In particular embodiments, the relationship between block caching and line caching is that line caching takes precedence over block caching when it comes to cache-coherence state. That is, for a given cache line, if a valid state exists in the line cache and the line's block is in the block cache, the cache-coherence state in the line cache takes precedence over the cache-coherence state of the block. It will be appreciated that individual lines in a block can deviate from the block's cache-coherence state, without the need to modify the cache-coherence state of the block, so long as the cache-coherence states of the deviant lines are tracked in some way.

FIG. 4 is a diagram showing the formats for a compact export block tag and compact import block tag, which formats might be used with some embodiments of the present invention. As shown in FIG. 4, both the export and import block tags might include a field called “Physical Address” for an address in physical memory and a field called “State” for a block state, which might be “Shared” or “Invalid” (e.g., a single bit) in some embodiments. The export block tag might also include a field called “Sharing List” for a list (e.g., a one-hot representation or a list of binary numbers) of the nodes to which the memory block has been exported by the home node on which the memory block resides. Of course, such a list would not be needed in an import block tag. It will be appreciated that the compact export and compact import block tags correspond to the case where the tracking of deviant lines that are “invalid” is accomplished by expanding the line tag, if additional bits are needed, to include “block line invalid” or “block line Remote Invalid” states.

FIG. 5 is a diagram showing the formats for a full export block tag and full import block tag, which formats might be used with some embodiments of the present invention. The full export block tag and the full import block tag include all of the fields in the compact export block tag and the compact import block tag, respectively. Additionally, each of the full block tags has a field that might contain a pointer (e.g., an abbreviated physical address) to a location in the DSM-management chip's memory, which location stores a “valid” bit for each of the lines in a shared block. Alternatively, the full block “valid” bit (RemoteInvalid or BSharedLInvalid) can be stored in external memory in a fixed memory location. This additional field is called RemoteInvalid in an exported block tag and BSharedLInvalid in an imported block tag. As mentioned above, when compact block tags are used, the information in these additional fields might be stored in line tags.

In some embodiments, the use of summary bits in the full block tag fields instead of the full RemoteInvalid or BSharedLInvalid bits might allow the DSM-management chip to avoid looking in memory for all RemoteInvalid or BSharedLInvalid bits. For example, in an implementation where a block consists of 64 lines, eight summary bits can be used, where each bit might be the logical OR of eight RemoteInvalid or BSharedLInvalid bits stored in memory. That is, the 64 lines in a block might be divided into eight groups, each of which contains eight lines. Then each summary bit might represent one of these groups. If “OR” is used to compute the summary bits, then if a given summary bit is 0, then there will be no need to get the full block “valid” bits from the external memory. Of course, the formats shown in FIGS. 4 and 5 are merely example formats whose fields might vary as to both content and/or size in other embodiments.

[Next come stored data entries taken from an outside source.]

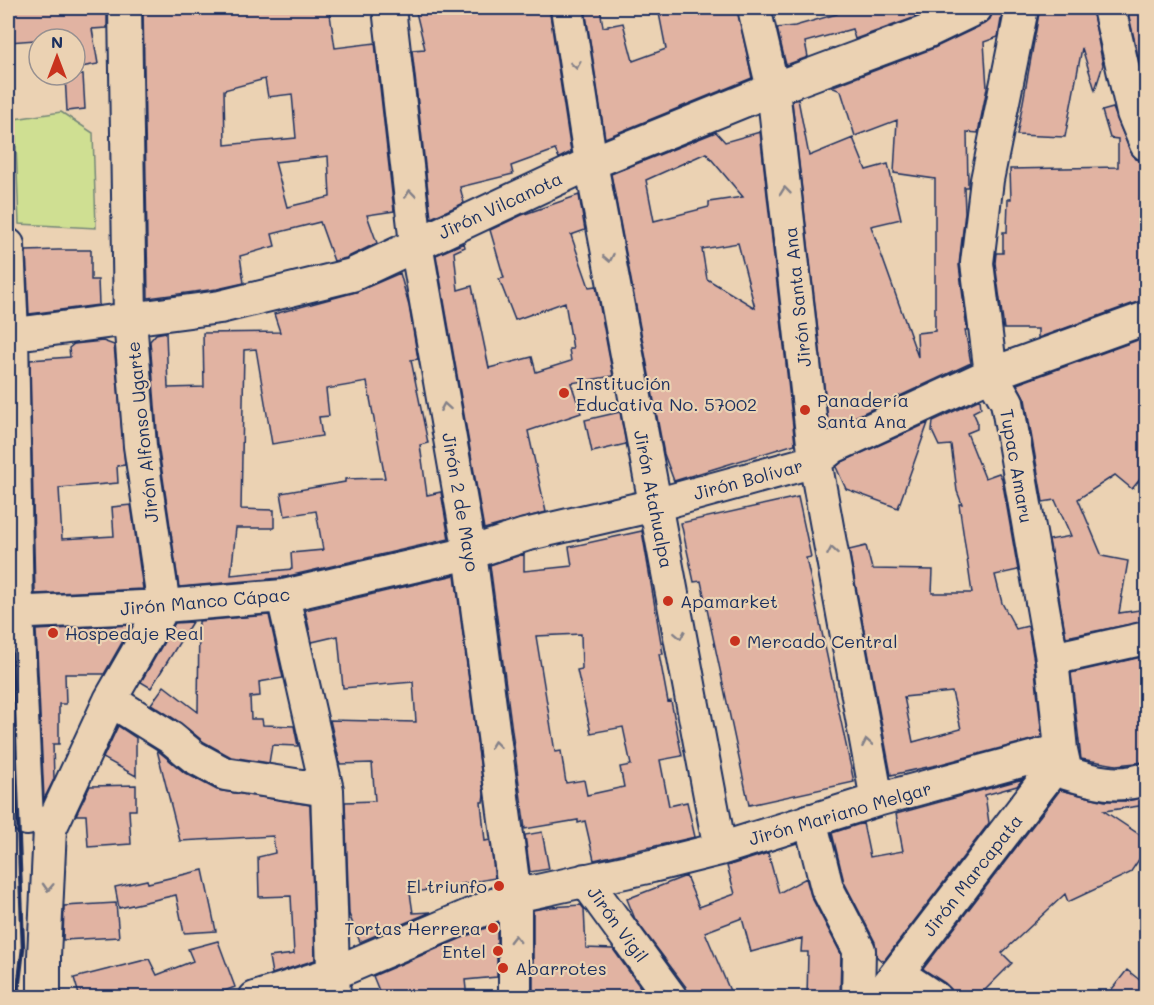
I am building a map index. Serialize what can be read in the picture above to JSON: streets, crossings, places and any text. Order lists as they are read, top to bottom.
{
  "streets": {
    "street": [
      "Jirón Vilcanota",
      "Jirón Santa Ana",
      "Jirón Alfonso Ugarte",
      "Tupac Amaru",
      "Jirón Bolívar",
      "Jirón Atahualpa",
      "Jirón 2 de Mayo",
      "Jirón Manco Cápac",
      "Jirón Mariano Melgar",
      "Jirón Marcapata",
      "Jirón Vigil"
    ]
  },
  "crossings": [
    ["Jirón Vilcanota", "Jirón Santa Ana"],
    ["Jirón Vilcanota", "Jirón Alfonso Ugarte"],
    ["Jirón Vilcanota", "Jirón Atahualpa"],
    ["Jirón Vilcanota", "Jirón 2 de Mayo"],
    ["Jirón Santa Ana", "Jirón Bolívar"],
    ["Jirón Santa Ana", "Jirón Mariano Melgar"],
    ["Jirón Alfonso Ugarte", "Jirón Manco Cápac"],
    ["Tupac Amaru", "Jirón Bolívar"],
    ["Tupac Amaru", "Jirón Mariano Melgar"],
    ["Tupac Amaru", "Jirón Marcapata"],
    ["Jirón Bolívar", "Jirón Atahualpa"],
    ["Jirón Bolívar", "Jirón 2 de Mayo"],
    ["Jirón Bolívar", "Jirón Manco Cápac"],
    ["Jirón Atahualpa", "Jirón Mariano Melgar"],
    ["Jirón 2 de Mayo", "Jirón Manco Cápac"],
    ["Jirón 2 de Mayo", "Jirón Mariano Melgar"],
    ["Jirón Mariano Melgar", "Jirón Marcapata"],
    ["Jirón Mariano Melgar", "Jirón Vigil"]
  ],
  "one_way": ["Jirón Santa Ana", "Jirón Atahualpa"],
  "places": [
    "Institución Educativa No. 57002",
    "Panadería Santa Ana",
    "Apamarket",
    "Hospedaje Real",
    "Mercado Central",
    "El triunfo",
    "Tortas Herrera",
    "Entel",
    "Abarrotes"
  ],
  "north": "top"
}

E. Allocation and Management of Block Caching

In some embodiments, line caching is allocated and managed in hardware (e.g., the DSM-management chip), while block caching is allocated by software and managed in hardware. In other implementations, block caching can be allocated in hardware as well. With respect to block caching, a process implemented in hardware or software might tell the DSM-management chip which block to allocate/de-allocate (e.g., on the basis of utilization statistics) through registers inside the DSM-management chip that control an allocation/de-allocation engine. Additionally, in some embodiments, the DSM-management chip might provide some bits to assist the process in gathering the statistics on block utilization (e.g., identifying “hot” remote blocks that are accessed regularly and often enough to justify a local-cache copy). So for example, a block tag might include one bit for a write hit (e.g., a RdMod hit) and one bit for a read hit (e.g., a RdBlk hit), which are set when a block is hit on a RdMod or RdBlk, respectively. Subsequently, such a bit might be cleared on an explicit command to the register space. Here, it will be appreciated that RdMod and RdBlk are commands used with AMD's ccHT, as explained in U.S. Pat. No. 6,490,661 (incorporated by reference herein), which commands might be aggregated to form pseudo-operations.

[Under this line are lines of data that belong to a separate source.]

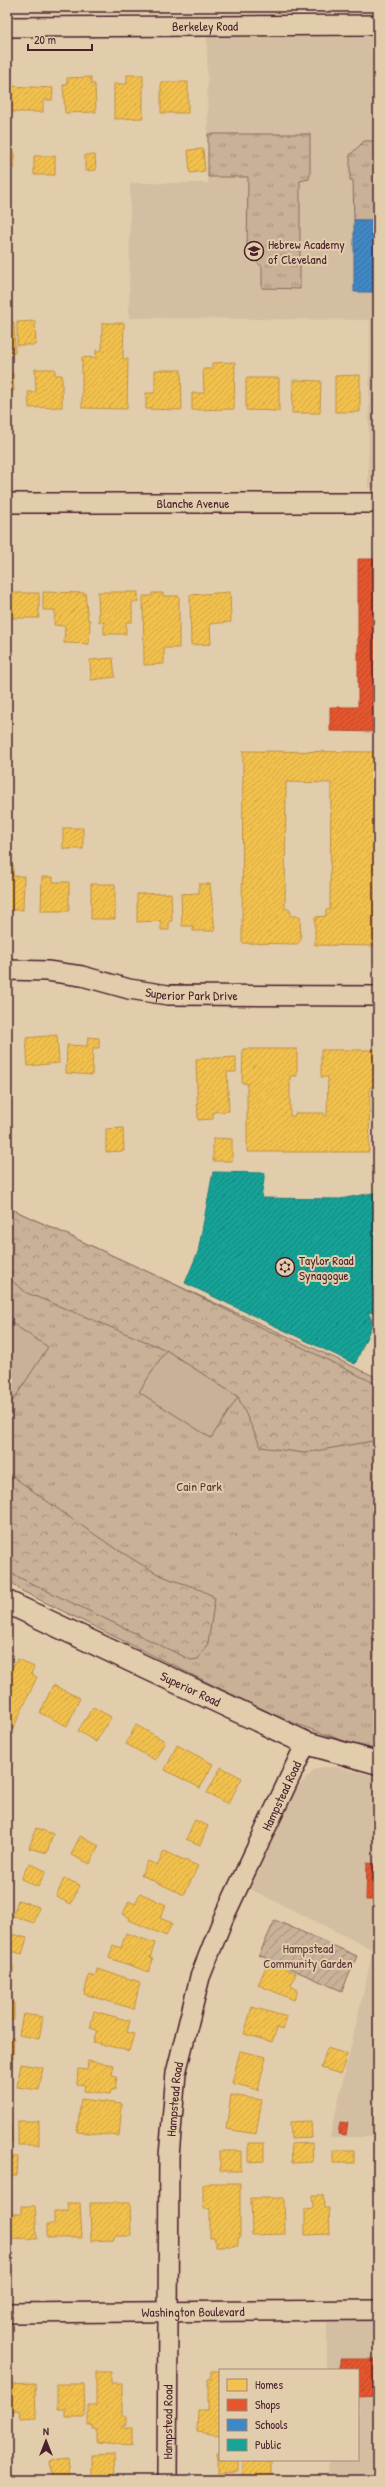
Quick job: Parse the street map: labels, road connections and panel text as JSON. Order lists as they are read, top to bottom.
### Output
{
  "streets": {
    "street": [
      "Berkeley Road",
      "Blanche Avenue",
      "Superior Park Drive",
      "Superior Road",
      "Hampstead Road",
      "Washington Boulevard"
    ]
  },
  "crossings": [
    ["Superior Road", "Hampstead Road"],
    ["Hampstead Road", "Washington Boulevard"]
  ],
  "parks": ["Cain Park", "Hampstead Community Garden"],
  "places": {
    "school or university": ["Hebrew Academy of Cleveland"],
    "synagogue": ["Taylor Road Synagogue"]
  },
  "legend": [
    "Homes",
    "Shops",
    "Schools",
    "Public"
  ],
  "scale_bar": "20 m",
  "north": "top"
}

In some embodiments, a block cache in the DSM system is an n-way (e.g., 4-way) set associative cache. A hypervisor, in a particular embodiment, might configure the base physical address of the block cache in the DSM-management chip during initialization. When a decision is made to cache a block, the hypervisor might choose an available way on both the home node and the remote node to use and inform the DSM-management chip of the remote physical address to be cached and the way into which it should be placed. The hypervisor might also handle the removal of a memory block from the cache (eviction), if the hypervisor determines that (a) the block is no longer hot, or (b) there is a hotter block to be brought in and all n ways of that index are full. The process of bringing the block data into the cache (allocation) or removing the data from the cache (de-allocation) will be performed by hardware and will be transparent to a running DSM system so the block data will remain accessible throughout this process.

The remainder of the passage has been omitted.